Over For Rockwell. Uzodinma Okehi. Hobart. 2015. 344 pp. $12.

It’s always been for me a search for the authentic, the different and the real. That is what leads me to this gem, a real dreamer’s notebook: Over For Rockwell, by Uzodinma Okehi. This deliberately pint-sized book, a collection of prose short stories, packs plenty of punch with Blue Okoye leading the way, a protagonist feverishly seeking the euphoric stuff of life.

Art by Uzodinma Okehi.

Perhaps Blue Okoye is an alter ego for the author. Very good chance of that–or at least a jumping off point in the tradition of, well, just about every audacious and ambitious young writer out to suck the very marrow of existence. Our story has much to do with a young man pitted against, and madly in love with, the big city. Which big city? Well, New York City, of course, is front and center but also the BIG CITY in general and that leads to adventures overseas, particularly Hong Kong. Our hero is up to his eyeballs in frenzied lust for life: out to create great art and bed every beautiful woman he can charm. Yes, all the hot and classic stuff, before some people lost their nerve to go all-out Hemingway. This is a collection of loosely connected observations, some twenty years ago, and then going even further back, but it all rings true and has a timeless quality to it. In fact, the narrative is structured in such a way that has Blue Okoye on his excellent adventures spiraling through time. We begin circa 1995, jump around to 2003 and beyond, and land back in 1995. All to show that the shaggy dog stories from our salad days share much in common, transcend the boundaries of time.

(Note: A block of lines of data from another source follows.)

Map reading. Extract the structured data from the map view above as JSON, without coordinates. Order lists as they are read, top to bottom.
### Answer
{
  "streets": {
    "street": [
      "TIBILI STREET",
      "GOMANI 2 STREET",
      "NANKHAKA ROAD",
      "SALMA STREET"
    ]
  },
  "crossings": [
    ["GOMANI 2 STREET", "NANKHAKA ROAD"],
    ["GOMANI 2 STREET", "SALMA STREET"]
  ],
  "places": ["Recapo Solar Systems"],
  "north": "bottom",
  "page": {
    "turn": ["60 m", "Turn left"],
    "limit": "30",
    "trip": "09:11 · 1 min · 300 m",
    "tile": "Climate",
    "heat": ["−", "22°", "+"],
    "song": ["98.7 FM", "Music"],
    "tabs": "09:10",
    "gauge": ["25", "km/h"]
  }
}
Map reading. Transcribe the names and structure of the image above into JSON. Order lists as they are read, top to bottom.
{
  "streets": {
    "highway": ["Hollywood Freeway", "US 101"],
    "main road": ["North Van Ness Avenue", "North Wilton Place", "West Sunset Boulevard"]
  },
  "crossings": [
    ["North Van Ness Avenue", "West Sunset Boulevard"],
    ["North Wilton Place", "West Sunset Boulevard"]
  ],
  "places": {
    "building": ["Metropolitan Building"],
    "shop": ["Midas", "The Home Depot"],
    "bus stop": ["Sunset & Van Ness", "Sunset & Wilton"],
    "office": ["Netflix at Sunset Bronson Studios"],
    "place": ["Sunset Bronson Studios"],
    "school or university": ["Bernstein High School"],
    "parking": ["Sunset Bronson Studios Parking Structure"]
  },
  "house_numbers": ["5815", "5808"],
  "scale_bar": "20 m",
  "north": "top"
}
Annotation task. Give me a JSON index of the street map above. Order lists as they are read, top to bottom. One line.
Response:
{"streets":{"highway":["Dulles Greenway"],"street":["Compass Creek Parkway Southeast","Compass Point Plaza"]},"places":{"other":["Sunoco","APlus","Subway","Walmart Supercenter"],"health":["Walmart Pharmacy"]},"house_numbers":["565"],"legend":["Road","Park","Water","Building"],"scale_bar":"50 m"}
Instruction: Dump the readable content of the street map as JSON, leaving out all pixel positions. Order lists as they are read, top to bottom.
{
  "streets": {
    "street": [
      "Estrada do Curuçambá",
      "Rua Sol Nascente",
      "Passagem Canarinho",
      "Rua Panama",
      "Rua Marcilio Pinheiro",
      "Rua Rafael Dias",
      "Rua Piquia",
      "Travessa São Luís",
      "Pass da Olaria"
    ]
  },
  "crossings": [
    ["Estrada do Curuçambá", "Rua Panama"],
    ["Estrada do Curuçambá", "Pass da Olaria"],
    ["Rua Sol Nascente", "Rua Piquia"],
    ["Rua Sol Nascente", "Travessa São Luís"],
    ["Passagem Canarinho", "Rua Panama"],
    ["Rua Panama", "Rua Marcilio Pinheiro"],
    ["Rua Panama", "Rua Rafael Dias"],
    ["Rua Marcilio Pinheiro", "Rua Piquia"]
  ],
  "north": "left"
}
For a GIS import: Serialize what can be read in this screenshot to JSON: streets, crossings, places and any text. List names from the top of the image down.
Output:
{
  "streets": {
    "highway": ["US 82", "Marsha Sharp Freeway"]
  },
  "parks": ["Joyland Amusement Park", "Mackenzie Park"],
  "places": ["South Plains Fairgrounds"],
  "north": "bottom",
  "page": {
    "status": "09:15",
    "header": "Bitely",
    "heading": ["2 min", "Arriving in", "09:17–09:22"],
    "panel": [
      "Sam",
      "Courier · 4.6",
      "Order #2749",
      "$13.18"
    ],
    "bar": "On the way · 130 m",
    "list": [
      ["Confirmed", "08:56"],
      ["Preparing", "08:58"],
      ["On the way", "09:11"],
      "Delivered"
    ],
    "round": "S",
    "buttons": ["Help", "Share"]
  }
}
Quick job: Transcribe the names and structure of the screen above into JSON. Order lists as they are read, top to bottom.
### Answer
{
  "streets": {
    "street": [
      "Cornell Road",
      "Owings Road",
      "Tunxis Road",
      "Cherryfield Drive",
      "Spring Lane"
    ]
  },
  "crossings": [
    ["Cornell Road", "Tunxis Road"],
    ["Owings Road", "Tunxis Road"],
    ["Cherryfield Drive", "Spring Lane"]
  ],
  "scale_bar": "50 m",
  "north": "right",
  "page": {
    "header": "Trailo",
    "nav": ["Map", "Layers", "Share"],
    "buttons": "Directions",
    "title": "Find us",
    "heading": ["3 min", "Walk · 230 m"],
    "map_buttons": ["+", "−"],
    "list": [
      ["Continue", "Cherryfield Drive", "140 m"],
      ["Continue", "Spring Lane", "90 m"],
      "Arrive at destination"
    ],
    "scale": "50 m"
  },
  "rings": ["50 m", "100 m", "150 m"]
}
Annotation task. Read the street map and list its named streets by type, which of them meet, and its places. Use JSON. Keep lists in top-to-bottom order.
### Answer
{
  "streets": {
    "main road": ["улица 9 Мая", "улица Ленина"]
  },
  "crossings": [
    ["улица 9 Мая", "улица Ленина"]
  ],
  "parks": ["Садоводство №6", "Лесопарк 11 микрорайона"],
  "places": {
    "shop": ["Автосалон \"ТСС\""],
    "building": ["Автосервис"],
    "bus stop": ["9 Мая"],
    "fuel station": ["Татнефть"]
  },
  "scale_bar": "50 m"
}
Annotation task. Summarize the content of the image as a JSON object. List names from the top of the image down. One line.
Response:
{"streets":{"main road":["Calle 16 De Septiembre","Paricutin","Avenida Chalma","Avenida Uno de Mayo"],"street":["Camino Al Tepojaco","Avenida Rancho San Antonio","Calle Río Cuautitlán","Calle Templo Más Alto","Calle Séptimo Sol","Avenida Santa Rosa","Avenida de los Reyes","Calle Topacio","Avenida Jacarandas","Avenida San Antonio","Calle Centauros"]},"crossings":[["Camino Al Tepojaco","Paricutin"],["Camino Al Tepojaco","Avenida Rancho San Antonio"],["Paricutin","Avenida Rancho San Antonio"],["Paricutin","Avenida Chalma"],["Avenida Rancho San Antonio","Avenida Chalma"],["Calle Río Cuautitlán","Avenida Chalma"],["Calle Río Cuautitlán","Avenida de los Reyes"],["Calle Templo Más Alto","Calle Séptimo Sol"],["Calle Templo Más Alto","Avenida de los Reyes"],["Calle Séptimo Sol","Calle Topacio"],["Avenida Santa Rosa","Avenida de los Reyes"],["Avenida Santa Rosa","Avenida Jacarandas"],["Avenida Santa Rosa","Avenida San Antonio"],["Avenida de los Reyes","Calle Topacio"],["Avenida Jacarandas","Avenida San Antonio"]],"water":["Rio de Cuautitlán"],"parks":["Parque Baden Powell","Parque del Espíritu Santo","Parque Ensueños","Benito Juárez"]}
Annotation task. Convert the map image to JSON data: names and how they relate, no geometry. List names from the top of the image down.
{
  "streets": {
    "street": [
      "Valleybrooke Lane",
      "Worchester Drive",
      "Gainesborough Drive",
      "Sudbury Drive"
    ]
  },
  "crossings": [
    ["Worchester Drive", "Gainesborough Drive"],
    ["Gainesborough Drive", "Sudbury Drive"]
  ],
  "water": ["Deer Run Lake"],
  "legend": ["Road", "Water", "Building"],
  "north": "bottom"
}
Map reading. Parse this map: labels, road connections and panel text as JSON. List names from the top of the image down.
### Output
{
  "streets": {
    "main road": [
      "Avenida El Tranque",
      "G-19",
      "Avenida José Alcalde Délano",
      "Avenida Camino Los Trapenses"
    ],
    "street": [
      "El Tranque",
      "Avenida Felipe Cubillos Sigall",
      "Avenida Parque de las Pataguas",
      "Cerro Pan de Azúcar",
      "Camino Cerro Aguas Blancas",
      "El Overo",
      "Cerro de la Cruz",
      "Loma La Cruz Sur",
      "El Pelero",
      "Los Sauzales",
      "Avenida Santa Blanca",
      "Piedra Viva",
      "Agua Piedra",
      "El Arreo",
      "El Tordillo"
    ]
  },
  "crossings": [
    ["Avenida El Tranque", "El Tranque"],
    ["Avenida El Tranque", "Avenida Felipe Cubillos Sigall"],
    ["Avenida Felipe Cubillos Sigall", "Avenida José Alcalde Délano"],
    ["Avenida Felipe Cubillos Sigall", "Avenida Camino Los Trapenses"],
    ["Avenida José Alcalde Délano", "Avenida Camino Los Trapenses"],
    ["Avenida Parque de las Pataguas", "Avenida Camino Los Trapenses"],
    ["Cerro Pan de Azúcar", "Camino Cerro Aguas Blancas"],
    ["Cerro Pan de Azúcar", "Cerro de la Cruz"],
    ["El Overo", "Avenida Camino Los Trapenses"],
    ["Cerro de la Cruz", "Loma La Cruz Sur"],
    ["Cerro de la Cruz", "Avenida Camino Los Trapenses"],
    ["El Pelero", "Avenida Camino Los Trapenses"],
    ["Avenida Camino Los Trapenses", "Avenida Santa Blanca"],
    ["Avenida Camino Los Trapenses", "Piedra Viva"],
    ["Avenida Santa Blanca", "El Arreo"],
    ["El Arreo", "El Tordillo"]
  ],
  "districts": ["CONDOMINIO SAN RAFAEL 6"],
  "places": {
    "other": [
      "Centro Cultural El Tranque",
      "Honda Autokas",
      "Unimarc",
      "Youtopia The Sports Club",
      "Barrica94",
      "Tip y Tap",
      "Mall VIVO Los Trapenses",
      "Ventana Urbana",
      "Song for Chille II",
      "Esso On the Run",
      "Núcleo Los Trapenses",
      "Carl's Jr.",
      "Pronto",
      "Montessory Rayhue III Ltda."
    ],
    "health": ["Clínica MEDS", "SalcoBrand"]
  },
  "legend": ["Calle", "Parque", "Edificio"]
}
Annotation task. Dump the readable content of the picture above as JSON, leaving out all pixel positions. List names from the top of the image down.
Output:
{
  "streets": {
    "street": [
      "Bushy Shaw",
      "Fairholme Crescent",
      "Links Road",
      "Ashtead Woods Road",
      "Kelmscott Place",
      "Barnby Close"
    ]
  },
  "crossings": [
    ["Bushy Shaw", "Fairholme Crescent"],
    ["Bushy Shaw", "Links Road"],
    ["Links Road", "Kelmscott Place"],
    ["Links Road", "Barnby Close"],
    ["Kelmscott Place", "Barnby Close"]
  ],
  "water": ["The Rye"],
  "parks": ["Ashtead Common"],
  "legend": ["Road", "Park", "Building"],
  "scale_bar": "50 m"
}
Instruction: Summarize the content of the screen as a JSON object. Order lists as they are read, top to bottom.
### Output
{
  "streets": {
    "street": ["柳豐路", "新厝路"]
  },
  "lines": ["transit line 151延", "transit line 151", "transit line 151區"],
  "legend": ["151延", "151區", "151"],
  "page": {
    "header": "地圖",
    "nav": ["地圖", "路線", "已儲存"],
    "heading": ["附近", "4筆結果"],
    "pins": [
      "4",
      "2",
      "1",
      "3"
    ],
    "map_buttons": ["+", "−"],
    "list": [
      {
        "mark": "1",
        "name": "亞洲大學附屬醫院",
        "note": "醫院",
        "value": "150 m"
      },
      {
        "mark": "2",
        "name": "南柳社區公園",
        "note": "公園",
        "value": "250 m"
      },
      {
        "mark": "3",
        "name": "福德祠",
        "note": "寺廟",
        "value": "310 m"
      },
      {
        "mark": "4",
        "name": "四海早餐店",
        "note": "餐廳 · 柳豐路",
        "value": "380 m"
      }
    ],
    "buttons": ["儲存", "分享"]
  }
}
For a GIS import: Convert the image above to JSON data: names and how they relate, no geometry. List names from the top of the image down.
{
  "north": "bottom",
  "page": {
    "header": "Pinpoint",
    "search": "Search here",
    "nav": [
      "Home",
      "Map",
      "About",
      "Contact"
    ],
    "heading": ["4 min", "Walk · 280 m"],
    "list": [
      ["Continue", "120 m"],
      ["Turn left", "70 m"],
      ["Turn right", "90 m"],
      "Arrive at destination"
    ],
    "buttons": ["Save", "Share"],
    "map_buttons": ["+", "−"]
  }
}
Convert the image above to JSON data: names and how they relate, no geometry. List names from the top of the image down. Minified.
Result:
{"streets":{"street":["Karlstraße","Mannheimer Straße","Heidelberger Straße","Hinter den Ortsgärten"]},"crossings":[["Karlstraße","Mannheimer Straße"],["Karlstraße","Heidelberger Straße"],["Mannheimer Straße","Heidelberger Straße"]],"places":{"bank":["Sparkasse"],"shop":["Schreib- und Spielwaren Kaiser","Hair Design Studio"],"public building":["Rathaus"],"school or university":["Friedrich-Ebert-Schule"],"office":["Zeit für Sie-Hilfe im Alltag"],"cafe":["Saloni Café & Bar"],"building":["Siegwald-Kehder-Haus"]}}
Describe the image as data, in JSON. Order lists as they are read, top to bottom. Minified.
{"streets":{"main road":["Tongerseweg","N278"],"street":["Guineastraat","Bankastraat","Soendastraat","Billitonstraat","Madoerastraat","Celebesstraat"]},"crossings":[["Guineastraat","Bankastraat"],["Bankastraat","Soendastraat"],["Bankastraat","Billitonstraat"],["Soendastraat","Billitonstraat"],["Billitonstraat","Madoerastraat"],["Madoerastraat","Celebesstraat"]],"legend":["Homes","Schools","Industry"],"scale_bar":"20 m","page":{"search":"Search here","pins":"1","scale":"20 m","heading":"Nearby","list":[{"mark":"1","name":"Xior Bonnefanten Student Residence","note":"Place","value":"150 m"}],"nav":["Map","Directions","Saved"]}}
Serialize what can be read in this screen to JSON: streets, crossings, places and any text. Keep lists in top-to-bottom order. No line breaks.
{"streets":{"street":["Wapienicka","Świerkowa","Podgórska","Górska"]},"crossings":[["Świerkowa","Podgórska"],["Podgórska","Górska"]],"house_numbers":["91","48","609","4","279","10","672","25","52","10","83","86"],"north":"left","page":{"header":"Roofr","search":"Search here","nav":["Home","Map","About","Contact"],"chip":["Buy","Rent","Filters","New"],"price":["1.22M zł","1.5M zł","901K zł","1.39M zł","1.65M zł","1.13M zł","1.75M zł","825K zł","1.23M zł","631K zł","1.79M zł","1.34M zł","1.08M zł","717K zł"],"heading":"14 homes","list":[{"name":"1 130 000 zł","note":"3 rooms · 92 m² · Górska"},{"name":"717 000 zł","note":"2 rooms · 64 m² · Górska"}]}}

The novel is very clever and fun to read, even if it doesn’t have much in the way of a plot, at least not in the traditional sense. Okehi defies convention at every turn, delivering a series of observations that resemble a story but doesn’t adhere to any rules. This main character appears to be perpetually on the make, dreaming big dreams, and colliding with the reality that he will likely never be a so-called “success.” At times, a lot actually, Okehi questions the goals we’ve been told we must achieve: the soul-crushing game of gaining notoriety. Was it ever in the cards for our hero, Blue Okoye? Success is a very hard thing to pin down, especially if you keep feeling the need to roam the streets at night in search of some elusive epiphany, notebook in hand, ready to jot down inspiration as it beams down upon you. So, yeah, Okehi has fun with the starving artist tropes for all they’re worth. No matter how hard you try to pry it from him, your dim-witted co-worker at the warehouse is probably not going to blurt out some piece of inadvertent wisdom that you, as the artist, can mine for gold.

One of the really interesting things going on in this very quirky novel is the send-up of the indie comics community. Blue Okoye is supposed to be an aspiring comics artist although there is very little to indicate why he is pursuing this line of creative work and what he hopes to achieve. And perhaps that is the whole point. Blue Okoye is simply performing a role. He plucked out a purpose in life from all the cool and hip options before him and he’s sticking to it. Okehi doesn’t only depict Okoye as shallow but all the other comics artists he knows seem to be treading water as well. Ah, the folly of youth. Will Blue Okoye mature in time and find some real meaning to life? Well, that’s for another novel. This novel is all about floundering and, on that subject, it succeeds with flying colors.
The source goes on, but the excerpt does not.